#### [What is required]
The word "them" may appear in some lines of the data; copy every such line.

#### [Input for this task]

========================

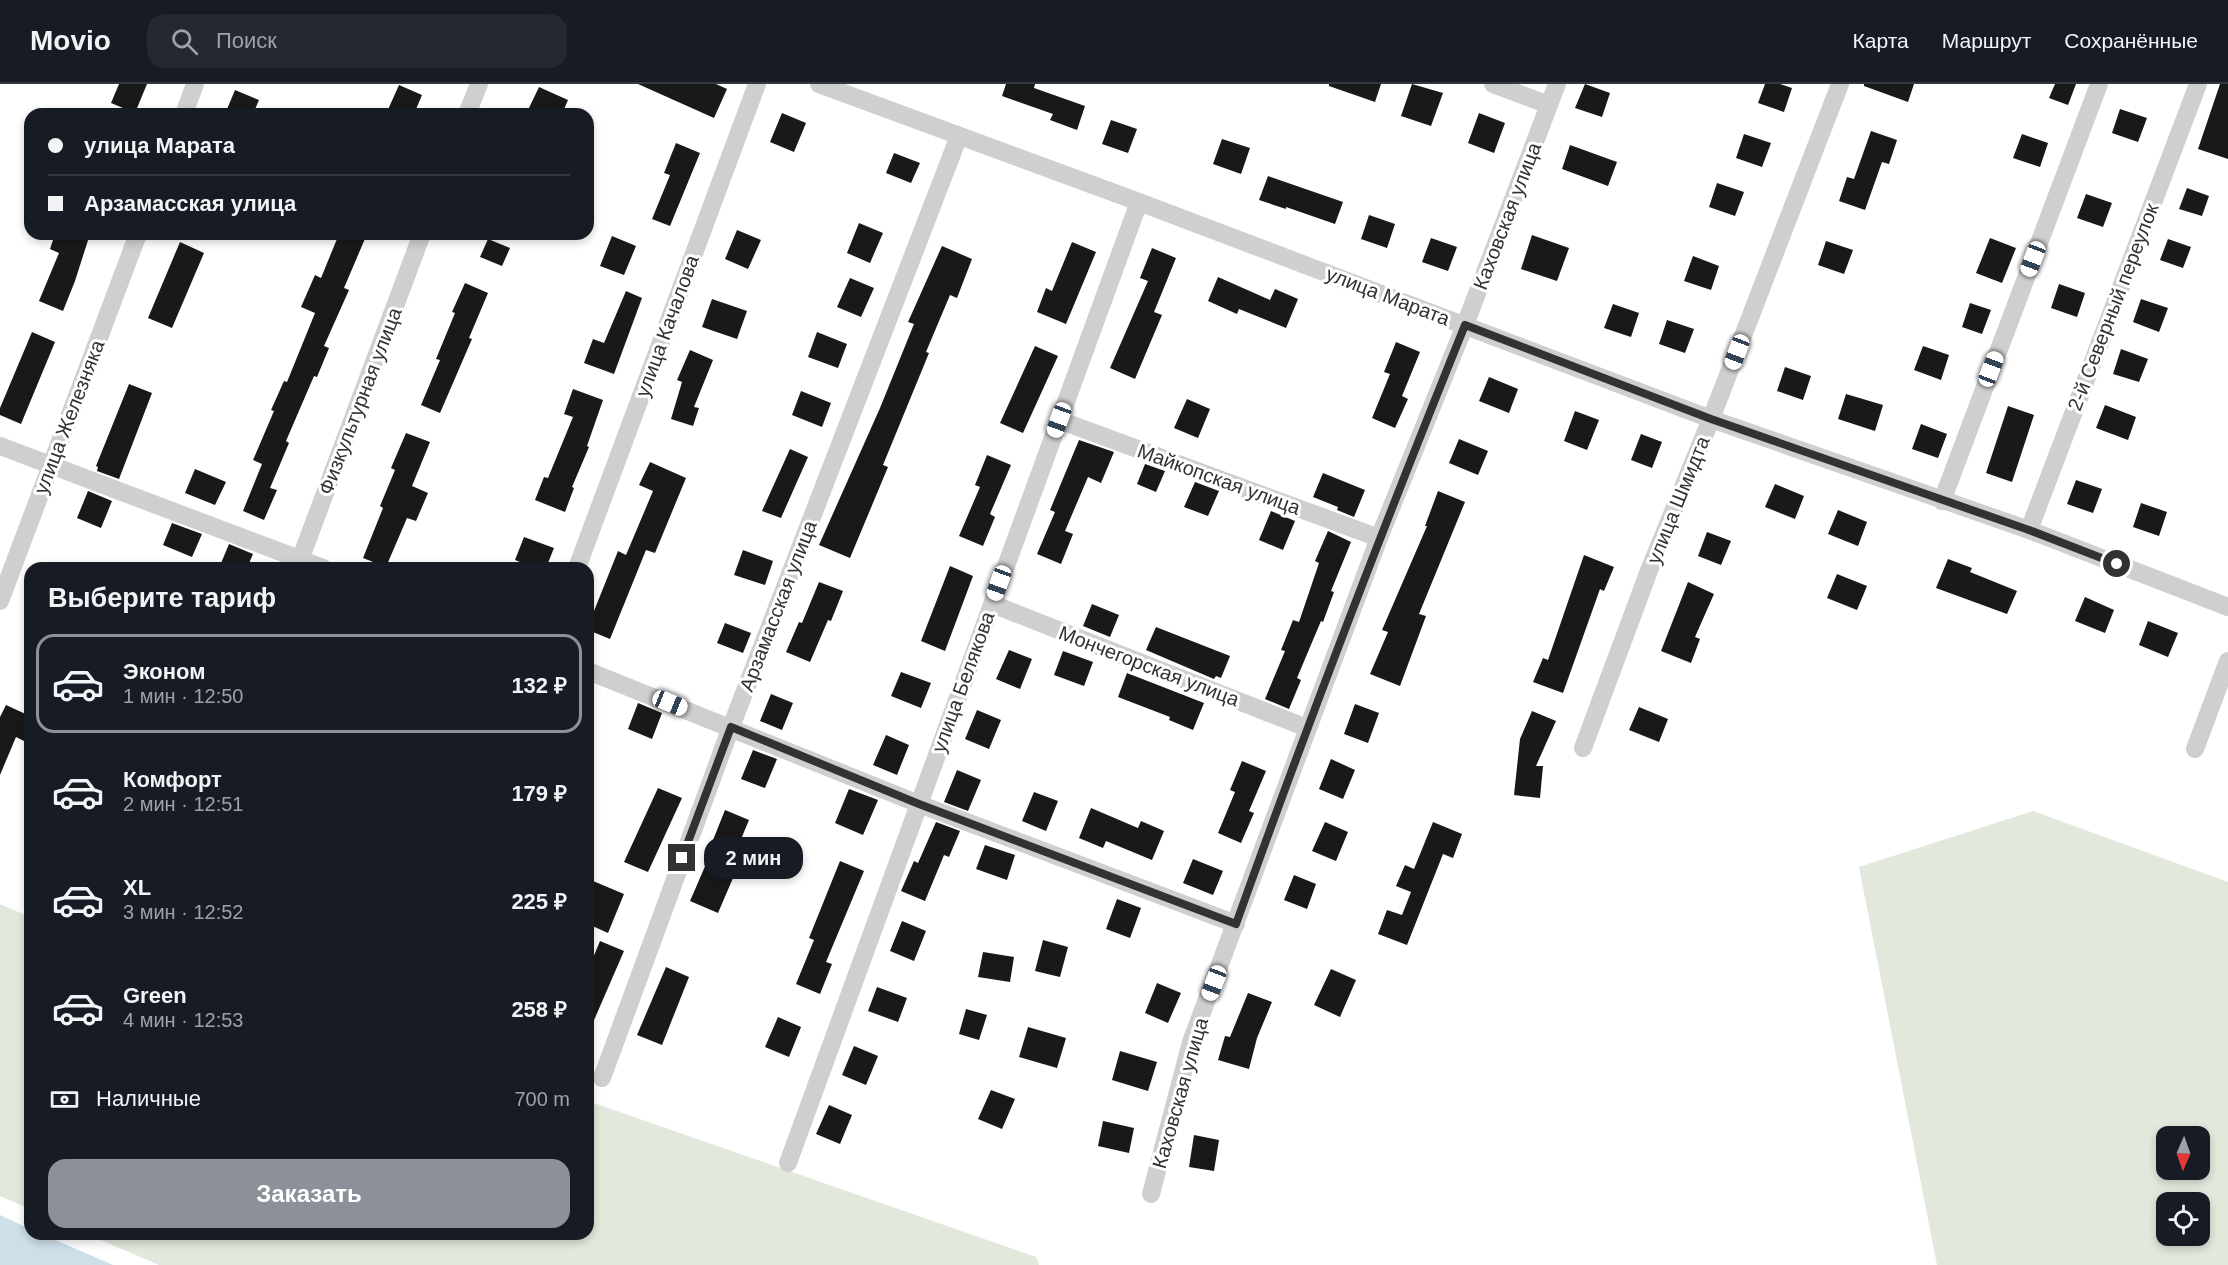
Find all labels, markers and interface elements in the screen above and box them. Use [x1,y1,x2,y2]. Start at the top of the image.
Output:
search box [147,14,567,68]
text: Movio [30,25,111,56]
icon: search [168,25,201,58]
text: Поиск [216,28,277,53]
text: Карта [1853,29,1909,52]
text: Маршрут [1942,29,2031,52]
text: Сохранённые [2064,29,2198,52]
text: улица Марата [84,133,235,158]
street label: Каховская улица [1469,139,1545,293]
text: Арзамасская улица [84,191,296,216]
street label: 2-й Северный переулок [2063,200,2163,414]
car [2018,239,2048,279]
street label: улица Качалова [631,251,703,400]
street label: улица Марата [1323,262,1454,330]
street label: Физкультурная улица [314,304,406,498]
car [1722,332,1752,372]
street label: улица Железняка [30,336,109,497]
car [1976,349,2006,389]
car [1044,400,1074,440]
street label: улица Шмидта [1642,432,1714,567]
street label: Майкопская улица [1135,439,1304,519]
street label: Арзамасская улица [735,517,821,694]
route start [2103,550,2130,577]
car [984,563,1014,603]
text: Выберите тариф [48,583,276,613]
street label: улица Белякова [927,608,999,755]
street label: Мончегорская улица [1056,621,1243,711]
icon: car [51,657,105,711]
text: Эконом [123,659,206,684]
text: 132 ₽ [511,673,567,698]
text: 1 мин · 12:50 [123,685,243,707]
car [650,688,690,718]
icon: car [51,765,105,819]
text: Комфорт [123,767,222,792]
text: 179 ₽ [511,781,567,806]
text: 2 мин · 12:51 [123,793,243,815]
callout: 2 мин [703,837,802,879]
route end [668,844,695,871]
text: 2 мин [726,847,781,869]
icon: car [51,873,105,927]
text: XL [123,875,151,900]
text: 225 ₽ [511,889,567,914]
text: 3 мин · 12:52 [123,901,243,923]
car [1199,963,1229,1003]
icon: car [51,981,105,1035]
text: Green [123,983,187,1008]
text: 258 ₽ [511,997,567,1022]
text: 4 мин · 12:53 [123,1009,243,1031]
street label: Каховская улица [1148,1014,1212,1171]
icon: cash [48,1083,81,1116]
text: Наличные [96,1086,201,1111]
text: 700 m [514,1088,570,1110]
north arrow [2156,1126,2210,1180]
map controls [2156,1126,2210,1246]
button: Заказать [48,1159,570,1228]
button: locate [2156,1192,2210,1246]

========================

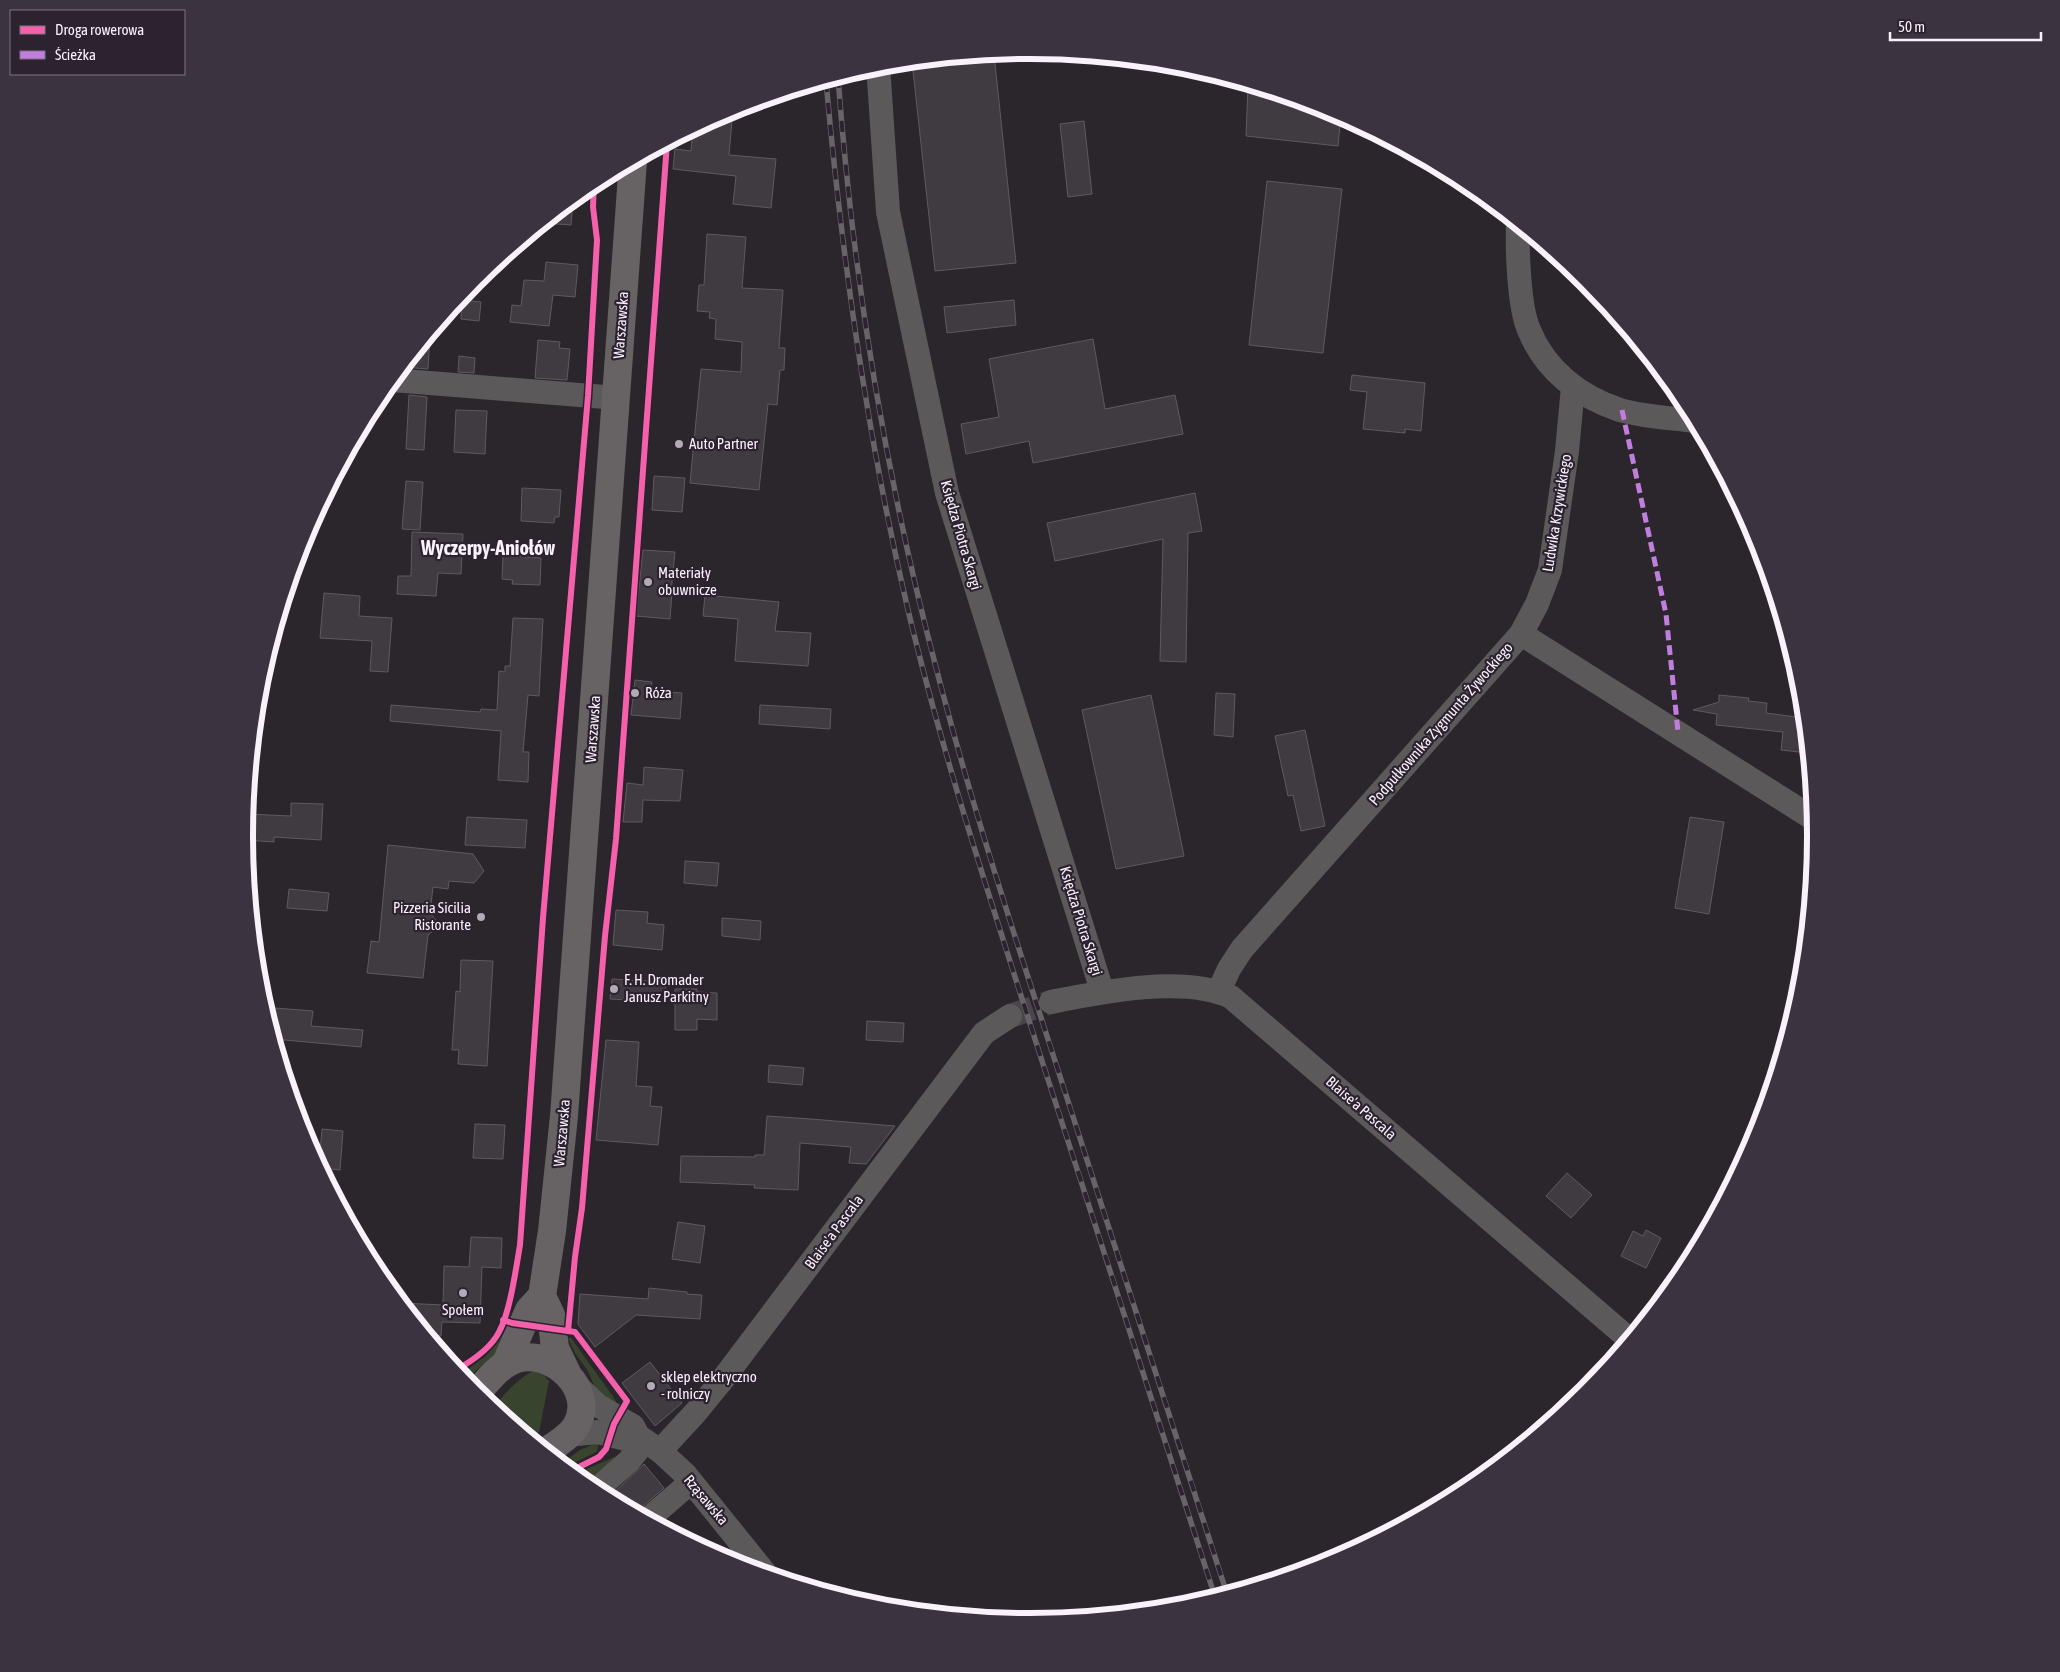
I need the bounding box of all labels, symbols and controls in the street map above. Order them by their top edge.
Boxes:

========================

#### [Task output]
Find all labels, markers and interface elements in the screen above and box them. Use [x1,y1,x2,y2]. Start at the top of the image.
I need the bounding box of all labels, symbols and controls in the street map above. Order them by their top edge.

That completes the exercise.